I was incredulous over her treatment of the "Cosby Show". She complains that Theo was the only one of the kids who was academically inept. I couldn't think of a single example of a TV sitcom family that had boys and girls going to school where the boys did better than the girls, regardless of their color. And the fact that Cosby drew much of his material for the "Theo" character from his own son was totally lost on Turner, it seemed.
While she dismisses blacks who aren't school-smart as being caricatures of street-smart blacks, she disses those who are good at school as being of course too "white." I've never liked Urkel, but I don't think I recall a single white school smart TV show character who played the nerd quite like Urkel. (I may have missed Urkel's white counterpart in more recent shows, though.) Actually, I thought that the Urkel character is a lot more like Jimmie Walker's J.J. than like a "white-informed black." If I had a complaint, I would say that popular depictions of intelligent and capable, school-smart children are much too rare. Whether they are white or black, they are characterized as clumsy in most tasks, uncool, and socially inept. Urkel has no bearing on the relationship between whites and blacks, but on the USAn attitude towards "book learning."
The Frame
After writing I Heard It through the Grape Vine, Turner must have a good understanding of the folklore that is peculiar to the African American culture. However, the failings of Ceramic Uncles seem to show that some folklore, some folk beliefs can be so ingrained that they become invisible to those that hold them: Turner believes that white culture has a damaging effect on black culture, and that many African Americans cannot see the damage because it has already been done. I think that this is very likely something that many African Americans believe, and that Turner hasn't recognized to what extent her anger at whites is shaped by these beliefs. Even though she acknowledges in the beginning of her book that every chapter in it is informed by the story of the little black boy who wanted to grow up to be white, she makes no attempt to determine if the story is true, or if the premise provided by the story is true.
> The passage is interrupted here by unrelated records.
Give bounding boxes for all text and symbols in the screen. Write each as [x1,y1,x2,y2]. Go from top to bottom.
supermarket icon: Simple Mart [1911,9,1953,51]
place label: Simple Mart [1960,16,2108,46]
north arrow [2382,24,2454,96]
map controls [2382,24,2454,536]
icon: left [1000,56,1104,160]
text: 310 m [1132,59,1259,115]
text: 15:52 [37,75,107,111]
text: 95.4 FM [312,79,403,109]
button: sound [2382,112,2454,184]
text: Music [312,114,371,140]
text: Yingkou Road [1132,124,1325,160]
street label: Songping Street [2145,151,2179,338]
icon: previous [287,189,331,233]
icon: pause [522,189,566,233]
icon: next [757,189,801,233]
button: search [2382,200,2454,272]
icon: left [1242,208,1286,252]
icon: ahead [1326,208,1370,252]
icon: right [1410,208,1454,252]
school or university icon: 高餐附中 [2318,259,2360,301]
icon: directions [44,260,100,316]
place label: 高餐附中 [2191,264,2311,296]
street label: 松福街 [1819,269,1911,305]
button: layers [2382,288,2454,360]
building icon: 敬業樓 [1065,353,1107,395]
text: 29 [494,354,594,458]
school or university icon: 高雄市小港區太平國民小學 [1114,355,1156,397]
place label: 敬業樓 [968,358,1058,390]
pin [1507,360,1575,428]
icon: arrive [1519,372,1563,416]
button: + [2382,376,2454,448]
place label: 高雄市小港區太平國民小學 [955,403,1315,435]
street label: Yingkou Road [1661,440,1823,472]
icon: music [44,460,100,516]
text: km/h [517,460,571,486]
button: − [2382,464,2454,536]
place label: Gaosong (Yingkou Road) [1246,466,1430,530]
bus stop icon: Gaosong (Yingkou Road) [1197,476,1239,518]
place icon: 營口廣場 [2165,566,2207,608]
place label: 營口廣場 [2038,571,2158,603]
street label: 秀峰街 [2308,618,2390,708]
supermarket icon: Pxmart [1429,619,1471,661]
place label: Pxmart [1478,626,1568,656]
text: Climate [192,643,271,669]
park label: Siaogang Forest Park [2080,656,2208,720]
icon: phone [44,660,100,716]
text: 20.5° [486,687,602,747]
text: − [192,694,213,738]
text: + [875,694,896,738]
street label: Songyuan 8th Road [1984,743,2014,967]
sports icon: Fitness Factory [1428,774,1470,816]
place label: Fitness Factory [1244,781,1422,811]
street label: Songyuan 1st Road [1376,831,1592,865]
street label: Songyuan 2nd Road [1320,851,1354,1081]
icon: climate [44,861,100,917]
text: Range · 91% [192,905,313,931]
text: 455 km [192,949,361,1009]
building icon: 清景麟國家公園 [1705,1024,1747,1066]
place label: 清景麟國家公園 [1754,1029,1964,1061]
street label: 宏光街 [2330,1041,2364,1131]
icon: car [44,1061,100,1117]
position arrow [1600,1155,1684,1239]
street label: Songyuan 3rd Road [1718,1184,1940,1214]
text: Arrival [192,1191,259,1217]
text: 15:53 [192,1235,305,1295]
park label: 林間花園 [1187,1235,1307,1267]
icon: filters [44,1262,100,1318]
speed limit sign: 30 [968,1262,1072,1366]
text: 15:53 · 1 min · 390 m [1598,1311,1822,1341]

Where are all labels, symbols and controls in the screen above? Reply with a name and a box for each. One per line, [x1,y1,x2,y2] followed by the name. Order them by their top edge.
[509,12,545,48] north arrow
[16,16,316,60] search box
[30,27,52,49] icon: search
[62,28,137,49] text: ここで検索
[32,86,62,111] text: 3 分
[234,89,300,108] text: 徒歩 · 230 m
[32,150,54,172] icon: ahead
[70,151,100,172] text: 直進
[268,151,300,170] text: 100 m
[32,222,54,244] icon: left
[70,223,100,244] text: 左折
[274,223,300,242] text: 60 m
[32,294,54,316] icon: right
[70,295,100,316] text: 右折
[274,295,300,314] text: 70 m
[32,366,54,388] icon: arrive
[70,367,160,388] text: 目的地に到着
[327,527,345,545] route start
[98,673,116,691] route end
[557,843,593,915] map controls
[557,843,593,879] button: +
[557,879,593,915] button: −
In terms of folkloric content, the book works on several levels. As a look at one USAn culture's folk beliefs, it is interesting, although seen from so deeply inside that culture that by itself it probably cannot lead to any useful understanding. As a look at white folklore about blacks, it is a curiously repellent collection of some of the most revolting examples, as well as some items whose provenance is implied, though not necessarily proved. As a discussion of the effects of folklore on cultures and the stereotypes that may be formed by folklore, the book doesn't even attempt to meet its burden of proof. I offer it an AFU bookshelf score of four.